Trade association Offshore Energies UK (formerly Oil & Gas UK) has pointed out the Treasury is already looking forward to an extra £3.5 billion in taxes from the sector during the two years from last April, as a result of higher oil and gas prices.
But the pressure on Chancellor Rishi Sunak can only grow. We are experiencing a global hydrocarbons supplies crisis and it’s not about to ease tomorrow.
Knackered wires
The other aspect I want to touch on is the state of the UK’s power distribution networks, which have suffered severe damage as a result of just two storms in what has otherwise been a relatively benign winter.
OK, Storm Arwen attacked us with hurricane-force winds at peak. It was a heavy-duty beast and it knocked out much of SSEN’s network in Scotland.
Well. Yes, infrastructure can and does fail in such events.
But the most shocking aspect of the SSEN network failures, including where I live on the Aberdeenshire coast just north of Aberdeen is not the failures per se, but the incredible length of time taken to get everything back up and running. Over a week for far too many homes and businesses.
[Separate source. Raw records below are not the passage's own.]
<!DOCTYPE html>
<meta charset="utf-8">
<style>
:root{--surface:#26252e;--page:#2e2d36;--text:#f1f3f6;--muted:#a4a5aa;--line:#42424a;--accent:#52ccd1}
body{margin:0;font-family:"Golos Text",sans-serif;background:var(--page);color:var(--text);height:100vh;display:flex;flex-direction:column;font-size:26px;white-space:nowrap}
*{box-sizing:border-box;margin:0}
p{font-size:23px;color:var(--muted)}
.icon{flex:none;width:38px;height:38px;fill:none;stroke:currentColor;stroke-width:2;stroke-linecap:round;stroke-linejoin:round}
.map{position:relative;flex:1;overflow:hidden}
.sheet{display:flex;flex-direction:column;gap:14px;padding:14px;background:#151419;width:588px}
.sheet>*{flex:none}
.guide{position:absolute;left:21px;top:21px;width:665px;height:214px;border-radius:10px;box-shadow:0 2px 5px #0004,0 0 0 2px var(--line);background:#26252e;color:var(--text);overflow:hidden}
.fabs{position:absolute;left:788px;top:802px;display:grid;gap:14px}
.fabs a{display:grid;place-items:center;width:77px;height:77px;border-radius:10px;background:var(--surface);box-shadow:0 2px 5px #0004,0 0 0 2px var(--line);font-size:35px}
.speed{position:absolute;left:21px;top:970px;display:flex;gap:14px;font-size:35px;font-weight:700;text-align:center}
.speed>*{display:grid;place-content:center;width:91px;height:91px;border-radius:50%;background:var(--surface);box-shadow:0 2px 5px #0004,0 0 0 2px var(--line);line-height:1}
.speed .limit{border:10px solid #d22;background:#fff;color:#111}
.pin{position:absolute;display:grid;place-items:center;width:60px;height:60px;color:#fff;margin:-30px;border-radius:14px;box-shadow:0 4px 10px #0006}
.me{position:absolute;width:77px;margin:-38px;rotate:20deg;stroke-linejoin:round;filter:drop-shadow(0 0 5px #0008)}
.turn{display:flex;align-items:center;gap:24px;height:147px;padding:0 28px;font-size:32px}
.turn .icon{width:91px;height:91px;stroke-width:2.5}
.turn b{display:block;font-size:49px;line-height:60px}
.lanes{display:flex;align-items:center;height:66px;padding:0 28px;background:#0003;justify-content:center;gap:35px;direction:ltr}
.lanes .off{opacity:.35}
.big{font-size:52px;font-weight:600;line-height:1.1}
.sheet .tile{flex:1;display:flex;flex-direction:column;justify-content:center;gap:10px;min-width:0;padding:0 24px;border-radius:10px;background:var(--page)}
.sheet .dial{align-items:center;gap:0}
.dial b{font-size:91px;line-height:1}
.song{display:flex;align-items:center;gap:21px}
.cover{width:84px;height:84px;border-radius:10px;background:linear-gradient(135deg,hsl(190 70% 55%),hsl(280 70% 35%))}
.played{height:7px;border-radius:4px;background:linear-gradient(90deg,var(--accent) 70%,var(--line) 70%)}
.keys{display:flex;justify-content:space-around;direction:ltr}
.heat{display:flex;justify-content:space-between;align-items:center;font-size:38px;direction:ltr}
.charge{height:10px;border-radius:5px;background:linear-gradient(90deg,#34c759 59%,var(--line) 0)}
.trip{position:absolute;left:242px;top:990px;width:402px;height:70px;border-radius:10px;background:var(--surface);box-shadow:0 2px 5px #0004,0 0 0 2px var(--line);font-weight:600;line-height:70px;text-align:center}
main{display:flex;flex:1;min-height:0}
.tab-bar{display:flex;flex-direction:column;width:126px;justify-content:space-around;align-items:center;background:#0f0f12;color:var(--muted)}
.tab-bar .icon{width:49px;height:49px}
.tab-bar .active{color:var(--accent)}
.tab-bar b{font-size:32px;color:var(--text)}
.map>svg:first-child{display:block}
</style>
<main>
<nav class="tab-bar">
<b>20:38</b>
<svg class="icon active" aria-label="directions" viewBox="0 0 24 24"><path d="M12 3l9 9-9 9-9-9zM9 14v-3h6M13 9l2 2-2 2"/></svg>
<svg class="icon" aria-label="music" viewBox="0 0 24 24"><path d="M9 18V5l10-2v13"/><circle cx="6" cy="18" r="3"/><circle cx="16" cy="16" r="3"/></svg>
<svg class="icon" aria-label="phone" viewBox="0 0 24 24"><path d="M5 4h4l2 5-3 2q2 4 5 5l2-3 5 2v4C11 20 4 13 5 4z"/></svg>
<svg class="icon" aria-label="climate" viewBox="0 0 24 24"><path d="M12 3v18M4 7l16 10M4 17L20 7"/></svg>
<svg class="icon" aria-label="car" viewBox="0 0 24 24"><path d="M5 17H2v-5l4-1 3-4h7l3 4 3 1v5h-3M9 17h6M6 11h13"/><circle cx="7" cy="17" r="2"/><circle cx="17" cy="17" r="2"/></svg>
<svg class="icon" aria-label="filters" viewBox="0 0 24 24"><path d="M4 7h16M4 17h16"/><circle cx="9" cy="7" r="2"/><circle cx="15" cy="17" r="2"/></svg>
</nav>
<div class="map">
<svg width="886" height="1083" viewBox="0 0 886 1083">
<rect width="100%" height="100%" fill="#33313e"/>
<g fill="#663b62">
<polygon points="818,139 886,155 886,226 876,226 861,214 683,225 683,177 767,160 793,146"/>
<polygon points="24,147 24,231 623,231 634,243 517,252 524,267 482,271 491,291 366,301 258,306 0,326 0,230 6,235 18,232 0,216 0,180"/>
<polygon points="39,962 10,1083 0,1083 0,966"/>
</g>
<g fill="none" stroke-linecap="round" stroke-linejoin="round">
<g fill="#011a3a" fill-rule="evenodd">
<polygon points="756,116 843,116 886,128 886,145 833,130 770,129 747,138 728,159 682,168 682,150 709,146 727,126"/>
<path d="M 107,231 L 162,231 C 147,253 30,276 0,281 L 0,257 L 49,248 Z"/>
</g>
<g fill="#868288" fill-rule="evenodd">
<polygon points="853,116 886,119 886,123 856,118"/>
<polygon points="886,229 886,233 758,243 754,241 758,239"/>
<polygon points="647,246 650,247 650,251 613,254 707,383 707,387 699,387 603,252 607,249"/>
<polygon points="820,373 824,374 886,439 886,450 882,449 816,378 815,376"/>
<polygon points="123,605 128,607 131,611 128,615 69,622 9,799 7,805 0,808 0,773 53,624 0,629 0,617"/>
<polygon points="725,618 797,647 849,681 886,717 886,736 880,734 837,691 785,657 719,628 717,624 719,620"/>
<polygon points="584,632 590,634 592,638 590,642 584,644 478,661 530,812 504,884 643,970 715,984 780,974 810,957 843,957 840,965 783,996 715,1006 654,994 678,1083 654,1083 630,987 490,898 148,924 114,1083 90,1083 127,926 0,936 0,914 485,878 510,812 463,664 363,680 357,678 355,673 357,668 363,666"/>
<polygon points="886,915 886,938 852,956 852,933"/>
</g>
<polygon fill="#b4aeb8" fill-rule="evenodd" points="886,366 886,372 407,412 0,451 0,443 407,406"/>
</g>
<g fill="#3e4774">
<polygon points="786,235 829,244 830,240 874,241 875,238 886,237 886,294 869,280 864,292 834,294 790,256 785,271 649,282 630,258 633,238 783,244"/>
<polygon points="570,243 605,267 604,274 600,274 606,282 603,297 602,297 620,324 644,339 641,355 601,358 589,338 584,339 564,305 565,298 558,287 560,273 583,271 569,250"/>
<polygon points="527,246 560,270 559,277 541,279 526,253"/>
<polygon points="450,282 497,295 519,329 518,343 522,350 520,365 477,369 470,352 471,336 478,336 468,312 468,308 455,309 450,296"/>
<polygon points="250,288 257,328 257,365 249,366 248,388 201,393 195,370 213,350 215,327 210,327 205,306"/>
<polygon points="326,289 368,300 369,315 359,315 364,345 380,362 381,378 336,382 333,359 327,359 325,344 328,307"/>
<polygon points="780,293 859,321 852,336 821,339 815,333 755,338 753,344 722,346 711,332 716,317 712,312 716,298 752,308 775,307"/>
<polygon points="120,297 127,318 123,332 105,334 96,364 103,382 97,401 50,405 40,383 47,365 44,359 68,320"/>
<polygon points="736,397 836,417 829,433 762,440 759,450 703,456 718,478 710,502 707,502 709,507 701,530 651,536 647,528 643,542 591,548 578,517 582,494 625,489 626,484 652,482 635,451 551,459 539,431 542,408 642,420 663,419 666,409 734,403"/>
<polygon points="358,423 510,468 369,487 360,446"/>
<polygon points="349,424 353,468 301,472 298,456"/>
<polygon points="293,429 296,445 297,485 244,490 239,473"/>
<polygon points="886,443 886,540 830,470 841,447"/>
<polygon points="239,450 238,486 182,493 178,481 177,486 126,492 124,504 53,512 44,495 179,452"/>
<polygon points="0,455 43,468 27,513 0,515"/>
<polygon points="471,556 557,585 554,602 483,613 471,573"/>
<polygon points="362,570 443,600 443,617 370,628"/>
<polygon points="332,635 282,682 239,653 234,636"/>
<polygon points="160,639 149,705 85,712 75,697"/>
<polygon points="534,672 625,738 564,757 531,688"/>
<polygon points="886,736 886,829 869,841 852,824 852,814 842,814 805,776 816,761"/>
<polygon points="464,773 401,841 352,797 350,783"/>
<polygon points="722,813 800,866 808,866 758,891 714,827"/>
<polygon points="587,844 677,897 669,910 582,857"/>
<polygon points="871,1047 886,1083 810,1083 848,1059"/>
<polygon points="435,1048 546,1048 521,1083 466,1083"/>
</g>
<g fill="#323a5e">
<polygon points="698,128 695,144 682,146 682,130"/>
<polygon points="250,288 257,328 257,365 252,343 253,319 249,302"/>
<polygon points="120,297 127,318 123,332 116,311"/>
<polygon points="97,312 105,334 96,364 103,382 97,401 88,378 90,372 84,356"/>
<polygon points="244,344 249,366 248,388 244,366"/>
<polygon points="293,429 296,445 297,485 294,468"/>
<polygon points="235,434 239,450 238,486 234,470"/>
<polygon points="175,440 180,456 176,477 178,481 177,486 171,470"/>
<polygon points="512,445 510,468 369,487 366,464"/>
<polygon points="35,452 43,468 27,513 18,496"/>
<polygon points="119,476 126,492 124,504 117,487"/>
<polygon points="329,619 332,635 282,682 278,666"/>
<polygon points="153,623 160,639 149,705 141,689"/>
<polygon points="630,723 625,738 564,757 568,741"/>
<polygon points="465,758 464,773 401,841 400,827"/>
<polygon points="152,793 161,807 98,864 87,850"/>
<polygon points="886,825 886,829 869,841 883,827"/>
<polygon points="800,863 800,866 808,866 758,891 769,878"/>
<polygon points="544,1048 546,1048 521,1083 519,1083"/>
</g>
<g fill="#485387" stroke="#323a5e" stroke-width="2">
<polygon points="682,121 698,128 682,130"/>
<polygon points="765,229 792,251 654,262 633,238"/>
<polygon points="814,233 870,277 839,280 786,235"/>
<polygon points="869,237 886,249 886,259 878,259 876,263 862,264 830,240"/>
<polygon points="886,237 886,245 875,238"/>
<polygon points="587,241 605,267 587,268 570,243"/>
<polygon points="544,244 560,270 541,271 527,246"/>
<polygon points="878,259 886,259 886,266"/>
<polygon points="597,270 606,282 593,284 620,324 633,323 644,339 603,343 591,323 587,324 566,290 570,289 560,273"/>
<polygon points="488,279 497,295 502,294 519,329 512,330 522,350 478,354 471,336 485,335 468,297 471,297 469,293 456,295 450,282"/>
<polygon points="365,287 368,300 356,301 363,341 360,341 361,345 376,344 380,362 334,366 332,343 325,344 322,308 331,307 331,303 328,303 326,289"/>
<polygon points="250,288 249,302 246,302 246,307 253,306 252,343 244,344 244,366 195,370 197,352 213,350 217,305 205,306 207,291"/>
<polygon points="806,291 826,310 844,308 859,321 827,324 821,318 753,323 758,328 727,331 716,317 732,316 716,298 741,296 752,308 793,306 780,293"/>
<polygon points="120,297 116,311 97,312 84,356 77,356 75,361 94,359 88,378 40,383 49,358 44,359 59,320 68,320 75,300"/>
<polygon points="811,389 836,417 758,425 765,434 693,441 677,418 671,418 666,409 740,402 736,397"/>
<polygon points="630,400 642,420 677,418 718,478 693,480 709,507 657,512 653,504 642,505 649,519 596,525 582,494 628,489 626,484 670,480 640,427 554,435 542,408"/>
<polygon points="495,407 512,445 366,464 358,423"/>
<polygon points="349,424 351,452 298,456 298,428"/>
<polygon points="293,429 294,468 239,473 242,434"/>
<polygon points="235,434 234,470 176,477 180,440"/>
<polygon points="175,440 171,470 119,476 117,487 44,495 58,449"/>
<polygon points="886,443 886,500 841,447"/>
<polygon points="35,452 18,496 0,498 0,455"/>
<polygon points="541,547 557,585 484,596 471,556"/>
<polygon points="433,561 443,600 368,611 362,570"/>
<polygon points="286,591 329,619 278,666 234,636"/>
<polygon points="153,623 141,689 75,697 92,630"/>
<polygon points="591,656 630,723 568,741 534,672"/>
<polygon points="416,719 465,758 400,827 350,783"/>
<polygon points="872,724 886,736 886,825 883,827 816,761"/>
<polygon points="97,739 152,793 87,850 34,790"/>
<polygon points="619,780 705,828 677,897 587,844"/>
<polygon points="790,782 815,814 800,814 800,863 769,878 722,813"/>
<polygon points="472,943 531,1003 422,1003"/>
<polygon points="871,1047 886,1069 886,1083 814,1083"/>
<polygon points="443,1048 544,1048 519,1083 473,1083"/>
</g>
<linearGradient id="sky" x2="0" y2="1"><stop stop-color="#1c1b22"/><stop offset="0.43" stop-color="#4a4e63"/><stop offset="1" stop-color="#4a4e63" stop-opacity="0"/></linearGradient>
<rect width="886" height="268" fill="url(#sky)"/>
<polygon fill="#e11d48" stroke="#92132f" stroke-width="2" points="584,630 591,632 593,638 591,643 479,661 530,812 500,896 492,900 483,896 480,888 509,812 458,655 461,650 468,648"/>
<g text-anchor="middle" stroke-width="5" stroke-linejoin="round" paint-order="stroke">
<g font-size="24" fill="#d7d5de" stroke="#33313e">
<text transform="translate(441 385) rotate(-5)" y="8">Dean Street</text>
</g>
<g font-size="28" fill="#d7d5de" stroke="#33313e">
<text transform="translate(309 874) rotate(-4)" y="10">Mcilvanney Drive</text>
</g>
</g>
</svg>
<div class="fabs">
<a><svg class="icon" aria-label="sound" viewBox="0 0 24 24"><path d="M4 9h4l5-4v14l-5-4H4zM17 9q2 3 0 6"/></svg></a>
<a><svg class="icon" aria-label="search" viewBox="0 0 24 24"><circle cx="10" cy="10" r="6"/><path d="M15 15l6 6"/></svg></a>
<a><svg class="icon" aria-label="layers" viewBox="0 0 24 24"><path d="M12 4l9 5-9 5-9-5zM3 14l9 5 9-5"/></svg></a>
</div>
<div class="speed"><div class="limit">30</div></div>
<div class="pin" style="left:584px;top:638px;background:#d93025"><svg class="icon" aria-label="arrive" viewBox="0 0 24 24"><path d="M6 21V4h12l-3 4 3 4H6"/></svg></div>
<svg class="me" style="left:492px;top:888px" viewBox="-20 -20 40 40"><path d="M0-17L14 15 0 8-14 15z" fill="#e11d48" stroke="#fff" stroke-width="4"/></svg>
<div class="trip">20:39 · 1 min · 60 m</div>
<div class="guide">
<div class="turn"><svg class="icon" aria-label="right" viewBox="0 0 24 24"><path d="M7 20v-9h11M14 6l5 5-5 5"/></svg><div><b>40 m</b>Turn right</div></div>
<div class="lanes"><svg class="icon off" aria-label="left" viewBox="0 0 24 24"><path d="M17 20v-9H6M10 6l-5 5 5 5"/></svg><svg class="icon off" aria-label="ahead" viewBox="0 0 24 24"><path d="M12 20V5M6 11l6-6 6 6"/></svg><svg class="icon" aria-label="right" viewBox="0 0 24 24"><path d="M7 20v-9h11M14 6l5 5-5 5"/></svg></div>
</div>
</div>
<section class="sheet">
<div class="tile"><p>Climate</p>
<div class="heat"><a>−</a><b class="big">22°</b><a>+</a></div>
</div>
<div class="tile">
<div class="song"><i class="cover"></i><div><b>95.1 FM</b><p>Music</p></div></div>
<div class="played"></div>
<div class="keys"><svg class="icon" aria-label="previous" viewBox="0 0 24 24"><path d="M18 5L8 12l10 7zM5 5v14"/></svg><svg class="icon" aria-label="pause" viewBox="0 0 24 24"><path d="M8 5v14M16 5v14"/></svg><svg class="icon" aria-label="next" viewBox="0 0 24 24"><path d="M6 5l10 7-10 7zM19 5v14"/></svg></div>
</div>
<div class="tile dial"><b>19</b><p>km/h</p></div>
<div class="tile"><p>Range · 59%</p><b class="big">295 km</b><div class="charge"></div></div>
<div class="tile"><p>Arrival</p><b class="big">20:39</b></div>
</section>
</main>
As I write this, Storm Malik has sliced its way through Eastern Scotland and NE England. Once again there were massive power cuts, with 19,000 Scottish households blacked out.
What angers me is the village where I live was knocked out both by Arwen and Malik. My daughter who lives elsewhere suffered the same fate. That and the staggering amount of damage inflicted to the wires network by trees because SSEN had for too long neglected basic wayleave husbandry by keeping trees in check. And so-on.
As the Great Energy Transition proceeds apace across the British Isles over the current decade and beyond, there is a very serious need for energy companies and government to get their respective and collective acts together and fast.